Fat Books & Thin Women


Review: Dennis Lehane’s A Drink Before the War


A Drink Before the War, my second Lehane read and his first novel, has me convinced that the hype surrounding him is true: along with George Pelecanos and Richard Price, Dennis Lehane is not just one of the best American writers of crime fiction but one of the best American writers we have today, period.

A Drink Before the War is the first novel featuring the private investigators Patrick Kenzie and Angela Gennaro, best known for their roles in Gone, Baby, Gone. Kenzie and Gennaro are hired by a group of Boston politicians for a seemingly simple “find-and-a-phone-call” case. A cleaning woman, Jenna Angeline, has vanished along with some documents, and Kenzie is to find her so the politicians can recover the documents. He does this easily enough, but is swayed by Angeline to hold off on the phone call until she’s shown him one of the “documents” she stole: a photograph of one of the politicians in a hotel room with a pimp.

Angeline turns out to be not as much of an outsider as Kenzie was led to believe by the politicians. This is not a cleaning woman who made off with some documents by sheer chance; she knows the men in the photograph, and can guess what they might do to get these photographs back. The simple case that Kenzie signed up for becomes part of something larger – a full-scale gang war – and Lehane draws his narrative so carefully that not a line reads false.


The reason I’m so into Lehane is that it’s not just the plotting he’s good at; it’s his style, his characterizations, the voice he creates for Kenzie, everything.
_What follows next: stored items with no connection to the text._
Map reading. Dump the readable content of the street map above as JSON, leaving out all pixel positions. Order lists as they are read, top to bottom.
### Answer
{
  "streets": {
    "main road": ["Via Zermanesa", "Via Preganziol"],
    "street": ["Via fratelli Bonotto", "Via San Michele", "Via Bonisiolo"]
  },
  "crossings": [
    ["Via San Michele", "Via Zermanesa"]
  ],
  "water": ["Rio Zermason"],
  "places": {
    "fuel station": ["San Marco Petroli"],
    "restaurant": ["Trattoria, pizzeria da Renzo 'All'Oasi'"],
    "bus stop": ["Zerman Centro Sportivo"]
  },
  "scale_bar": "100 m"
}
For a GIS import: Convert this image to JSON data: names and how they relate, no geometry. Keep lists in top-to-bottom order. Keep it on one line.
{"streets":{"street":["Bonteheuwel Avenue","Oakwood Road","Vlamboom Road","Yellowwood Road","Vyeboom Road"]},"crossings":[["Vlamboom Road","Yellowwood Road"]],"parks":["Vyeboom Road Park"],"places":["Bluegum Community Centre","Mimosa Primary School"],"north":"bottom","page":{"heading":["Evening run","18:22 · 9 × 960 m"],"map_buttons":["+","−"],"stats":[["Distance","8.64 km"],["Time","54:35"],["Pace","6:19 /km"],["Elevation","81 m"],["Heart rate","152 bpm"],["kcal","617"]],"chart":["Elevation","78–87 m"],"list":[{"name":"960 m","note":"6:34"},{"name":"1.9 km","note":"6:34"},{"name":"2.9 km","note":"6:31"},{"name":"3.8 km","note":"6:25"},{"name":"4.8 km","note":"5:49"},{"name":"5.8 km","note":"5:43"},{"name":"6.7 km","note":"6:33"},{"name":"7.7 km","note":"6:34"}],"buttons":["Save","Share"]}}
Kenzie describes one of the politicians, Brian Paulson, by his handshake: “He waited until Mulkern sat back down before he did, and I wondered if he’d asked permission before he sweated all over my palm too” (5). One of the men, a former client, who helps them track down Jenna Angeline: “Billy, like a lot of people who work in Western Union offices, looks like he just got out of detox” (47).

And Boston is as much a character, with Kenzie’s Dorchester background informing his view of the city. Of Wickham, Kenzie notes: “The streets are the color of a shoe bottom, and the only way to tell the difference between the bars and the homes is to look for the neon signs in the windows” (55). When he’s trying to get rid of a tail: “By the boathouse, I saw a group of BU or Emerson students, stuck in the city for the summer, passing around a bottle of wine. Wild kids. Probably had some brie and crackers in their backpacks, too” (51).

I don’t want to say that Lehane surpasses genre conventions, because just to say that is to suggest that genre writing is inherently “worse” than literary fiction (whatever I mean by that term). What he does do is bring together what I like most about crime fiction and literary writing: tight plotting, a unique voice, a current of humor running beneath the novel as a whole, a character who views the world as his world, who never seems an outsider to the action around him. If you haven’t read Lehane, read him. If you’ve read some Lehane, read everything you haven’t read. If you’ve read everything by Lehane, I don’t know, reread it all while I play catch-up. This guy is good.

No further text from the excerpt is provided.